London VC/Growth Path

Forum,

I am a first year analyst at an EB in London, and I am wondering how one may best position themselves to exit into VC or Growth PE after their analyst stint. I have decided that traditional buyout PE is no longer the career I want to pursue and would ideally want to exit to somewhere where I could experience a better lifestyle. My questions are below:

  • Is it a common path for IB analysts to exit to VC in London?

  • What steps can I take today to be a competitive candidate for top funds? Are there any materials you can recommend?

  • Who are the main players?

  • How much of a salary cut can you expect from Centerview / PJT / Evercore?

  • What is the lifestyle like at top VCs in London?

Apologies if this has already been covered.

Best,
Alex

 
Most Helpful

1) Yes - it’s an expected exit route, particularly from BB/EB. That being said - be aware that there are far far fewer roles in London VC than in PE etc and therefore, recruitment is more difficult and more relationship driven.

2) A few things to be competitive:

-Sourcing: Sourcing is EVERYTHING as a junior VC. Build demonstrable network and sourcing capability however you can. The single most powerful trick at interview is pitching a company you’ve sourced that hits the firms investment criteria. Add a bit of value before you even get the role.

-Basic Research: all VCs read tech crunch, venture beat, sifted, stratechery etc and listen to stuff like the a16z and 20 min VC podcasts. It’s worth being on the same page.

-Differentiation: get to know a vertical or sub vertical exceptionally well. Have a thesis on the space, know the major players, and identify interesting deals. Preferably fight through the cringeworthiness and blog about it.

-Network with VCs: most VC roles aren’t advertised and are filled through network or headhunters. Spend time networking with VCs and getting your name out there.
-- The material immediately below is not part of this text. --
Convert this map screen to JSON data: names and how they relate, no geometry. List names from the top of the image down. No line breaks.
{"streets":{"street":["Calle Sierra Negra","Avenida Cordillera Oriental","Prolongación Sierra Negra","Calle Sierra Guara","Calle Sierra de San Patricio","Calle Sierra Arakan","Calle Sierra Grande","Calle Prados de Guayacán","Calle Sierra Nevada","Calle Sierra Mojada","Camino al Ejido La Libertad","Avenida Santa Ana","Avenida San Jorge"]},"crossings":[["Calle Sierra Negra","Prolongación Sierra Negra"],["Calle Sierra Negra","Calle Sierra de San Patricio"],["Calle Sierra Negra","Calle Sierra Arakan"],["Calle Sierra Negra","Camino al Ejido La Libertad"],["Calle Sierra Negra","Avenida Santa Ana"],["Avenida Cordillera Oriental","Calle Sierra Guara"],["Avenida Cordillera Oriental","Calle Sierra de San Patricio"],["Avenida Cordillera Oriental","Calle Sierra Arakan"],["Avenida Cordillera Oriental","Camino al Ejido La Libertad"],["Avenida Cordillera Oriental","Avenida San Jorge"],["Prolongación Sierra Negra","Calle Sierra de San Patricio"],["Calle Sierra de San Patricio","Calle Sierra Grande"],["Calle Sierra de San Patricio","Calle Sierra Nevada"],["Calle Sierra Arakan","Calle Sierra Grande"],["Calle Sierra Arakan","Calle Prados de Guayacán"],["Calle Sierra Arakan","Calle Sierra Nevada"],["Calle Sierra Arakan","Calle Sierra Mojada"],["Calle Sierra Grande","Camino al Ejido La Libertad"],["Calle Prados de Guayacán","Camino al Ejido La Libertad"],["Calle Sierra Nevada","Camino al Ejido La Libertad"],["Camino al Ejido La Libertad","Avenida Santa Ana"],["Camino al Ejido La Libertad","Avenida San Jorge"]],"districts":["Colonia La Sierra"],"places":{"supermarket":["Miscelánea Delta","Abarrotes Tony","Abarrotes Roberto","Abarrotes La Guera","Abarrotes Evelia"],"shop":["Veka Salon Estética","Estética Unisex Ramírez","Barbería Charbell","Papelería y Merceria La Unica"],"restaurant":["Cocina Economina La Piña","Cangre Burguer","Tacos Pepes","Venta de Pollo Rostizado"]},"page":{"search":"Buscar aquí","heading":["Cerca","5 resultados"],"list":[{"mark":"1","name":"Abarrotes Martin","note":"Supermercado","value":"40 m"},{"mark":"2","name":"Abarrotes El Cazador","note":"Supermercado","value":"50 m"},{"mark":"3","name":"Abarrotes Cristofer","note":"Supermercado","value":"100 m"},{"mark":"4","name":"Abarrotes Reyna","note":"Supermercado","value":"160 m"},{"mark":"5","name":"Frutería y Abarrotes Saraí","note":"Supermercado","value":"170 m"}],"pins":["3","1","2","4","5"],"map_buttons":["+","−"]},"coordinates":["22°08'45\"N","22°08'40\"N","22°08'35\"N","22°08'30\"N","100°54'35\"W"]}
3) Ranking VCs doesn’t make much sense as it there so much variation across stages and vertical, but indicatively:

Top tier - Balderton, Accel, Atomico, Index, Sequoia (recent addition)

Others (no particular order): Northzone, Dawn cap, Draper esprit, Eight Roads, 83 North, DN cap, Notion, Amadeus, Passion, IQ Cap, Localglobe, Pentech, Felix, Octopus, MMC, Augmentum, first minute, fuel ventures, Hoxton, Kreos

4) The salary cut will be significant. Very significant. There isn’t much data - so it’s hard to be precise, but a junior Associate as a good fund would almost certainly earn  

5) Lifestyle is great. A lot of flexibility and autonomy. Expect c. 60hrs a week (although it doesn’t hurt to work more…). Deal execution can be intense and often involves short timelines - but it’s infrequent and comparably fairly tame. VC is a lot more social than banking - so expect a lot of networking inside and outside of working hours.

Feel free to DM if you’ve got other Qs

 

SoftBank are playing the same game by a very different set of rules. They’ve made some good investments and have some smart people - but they operate fundamentally differently from traditional VCs and growth investors.

The returns in VC are power law distributed: a tiny number of companies account for the majority of the industry’s returns. There isn’t even central tendency. VC investors approach this by building a large diversified portfolio and supporting/empowering founders in the hope of getting 1 home run in a fund.

Tiger takes the approach of hyper diversification to maximise home runs: massively overpay to get allocation and invest in a vast number of deals, then operate passively.

SoftBank I) has a huge macro thesis on the inevitable dominance of tech, and 2) often sees itself as a kingmaker: using vast capital as a moat to create category leaders. If they believe they can make a category leader that becomes a home run - it can make sense to massively overpay. This is obviously a gross oversimplification, but you get the point.

SoftBank is clearly a serious investor - who have made some excellent bets - and shouldn’t be entirely dismissed for their fuckwitted investment in WeWork and the megalomaniacal ravings of their founder. The question is whether this is a style of investing you want to dedicate a chunk of your career to.